A year ago, we were taking a family hike at Oakbourne Park. My sister-in-law, Sharon, was visting. At that point, my youngest had just turned 1, and I was itching to jump back into my old career head first, or start a new one. I told her I was going to put The Nosy Meap and The Middle in daycare, and The Oldest would be fine because he’d be in school all day. She looked at me and asked me how old I was. I responded “35”. She then asked me how old I would be when The Nosy Meap headed off to Kindergarten. “39”, I responded. She then asked me to do the math. 65 minus 39= 26. I could have a successful 26 year career and never regret not volunteering for circle time when The Middle Child was star of the day. That I could spend a few more years doing Cafeteria Duty at my childrens’ elementary school (if you haven’t tried it, I highly encourage spending an hour of your time volunteering to monitor the cafeteria. Com. Plete. Entertainment.) And that I could take my daughter for her first swimming lesson, not cede that honor to my babysitter.

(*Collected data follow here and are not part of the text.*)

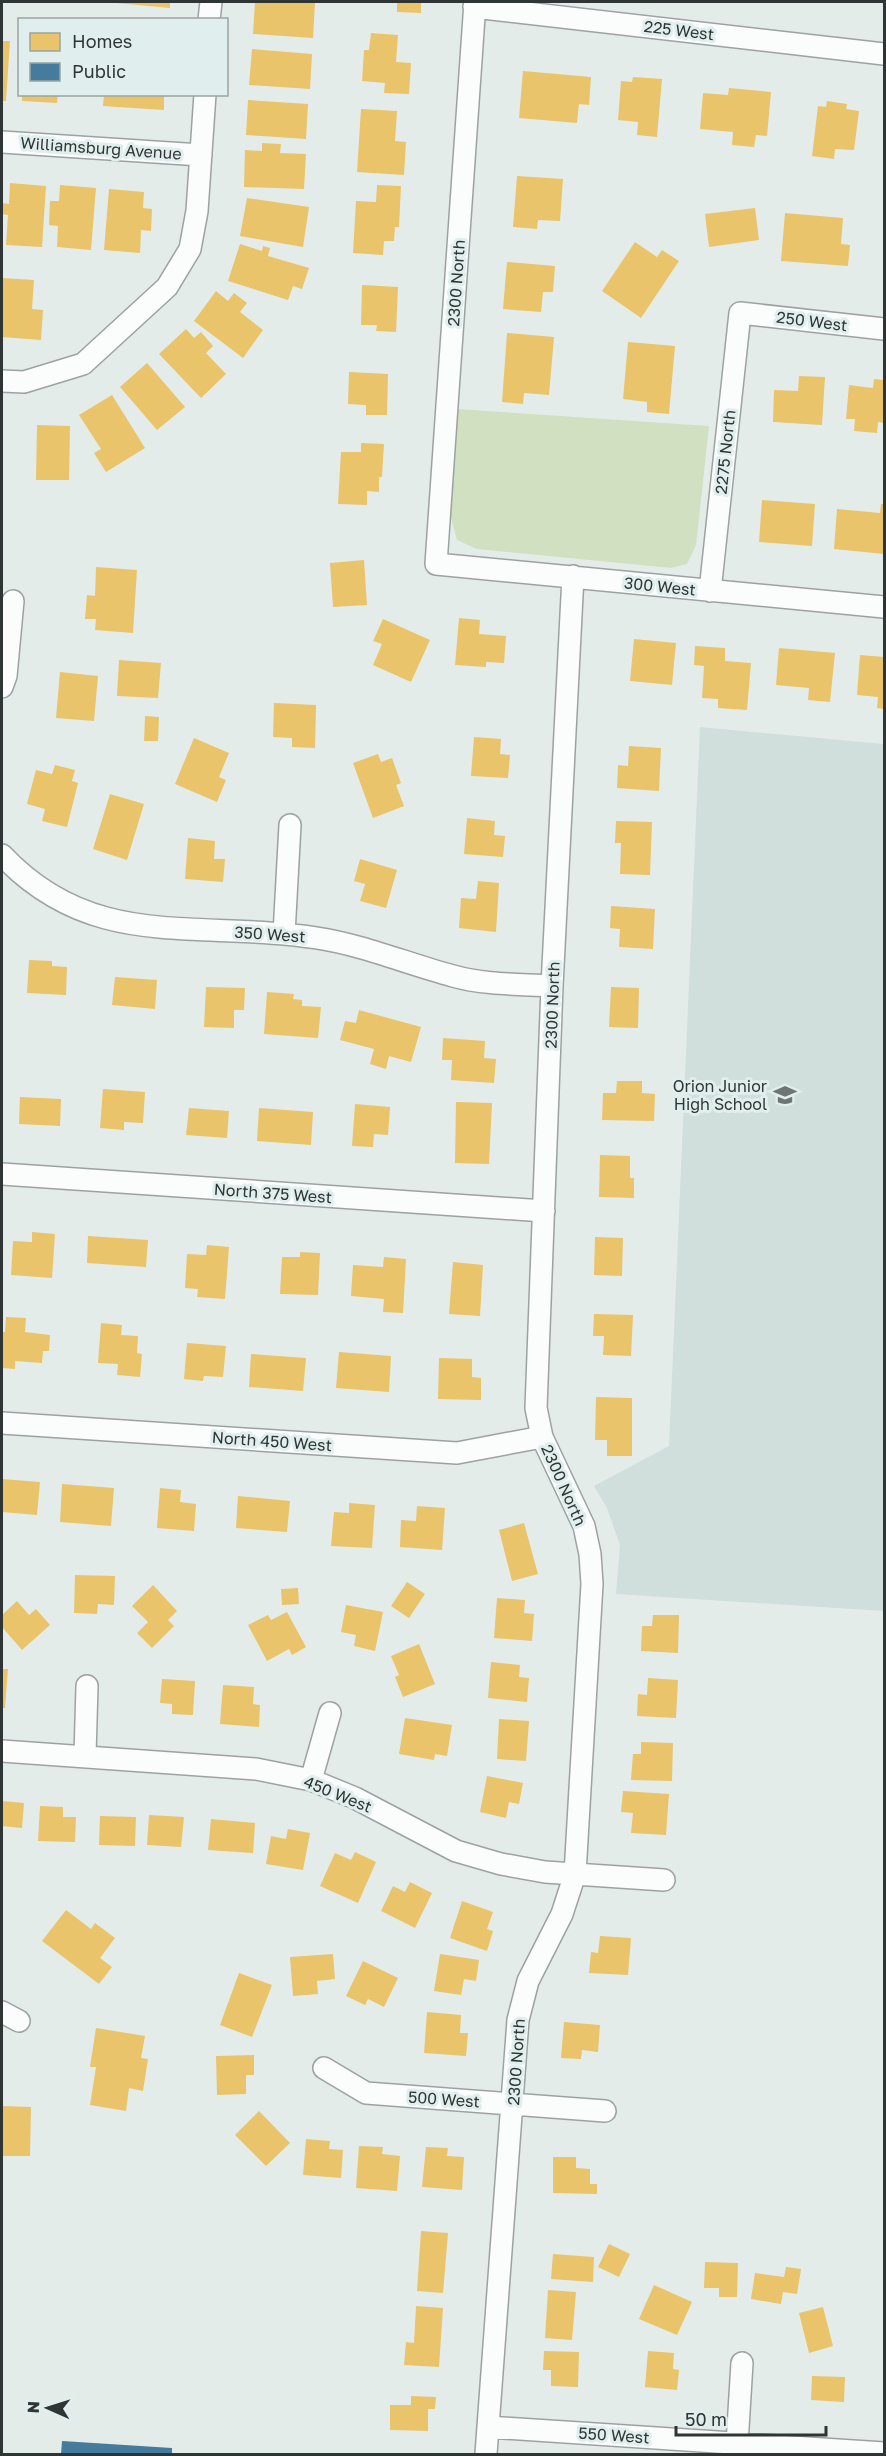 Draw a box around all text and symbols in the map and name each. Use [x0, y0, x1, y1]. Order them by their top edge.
street label: 225 West [643, 16, 715, 44]
legend [18, 18, 228, 96]
text: Homes [72, 30, 132, 52]
text: Public [72, 60, 126, 82]
street label: Williamsburg Avenue [20, 132, 182, 164]
street label: 2300 North [443, 239, 469, 327]
street label: 250 West [775, 307, 849, 335]
street label: 2275 North [711, 409, 739, 495]
street label: 300 West [623, 572, 697, 600]
street label: 350 West [234, 922, 306, 946]
street label: 2300 North [540, 961, 564, 1049]
place label: Orion Junior High School [673, 1076, 767, 1114]
school or university icon: Orion Junior High School [772, 1082, 798, 1108]
street label: North 375 West [213, 1179, 333, 1207]
street label: North 450 West [211, 1427, 333, 1455]
street label: 2300 North [537, 1441, 591, 1529]
street label: 450 West [301, 1771, 375, 1817]
street label: 2300 North [503, 2018, 529, 2106]
street label: 500 West [407, 2087, 481, 2111]
north arrow [18, 2378, 78, 2438]
scale bar [676, 2399, 826, 2437]
text: N [23, 2401, 43, 2414]
text: 50 m [685, 2408, 727, 2430]
street label: 550 West [578, 2423, 650, 2447]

Sharon’s children are grown now, and she has enjoyed a successful career as a logistics expert for an international pharmaceutical company. She had started her career fresh out of college, rose quickly in the ranks, but took a break to have kids and stayed home until her youngest headed off to Kindergarten. She offered the simple advice that so many others have: to be patient, enjoy my children. My time will come once again.
But will it? It was a little hard for me to read the article on Sandberg. She “stayed in the game” where as I have been keeping the bench warm for quite awile. Did I have a successful, if short lived career? I think so. I didn’t just have a job, I earned a living. When I met my husband, I made more money than he did. In fact, I made a lot more money for a few years. I paid a fair share of our bills and funded my sons’ Florida Pre-paid college plans. Even after I had my second son, I was still earning a decent living. But it came at a high price. I am so thankful that my sons were young enough to not remember their mother’s stress level and her inability to manage her job and taking care of her children.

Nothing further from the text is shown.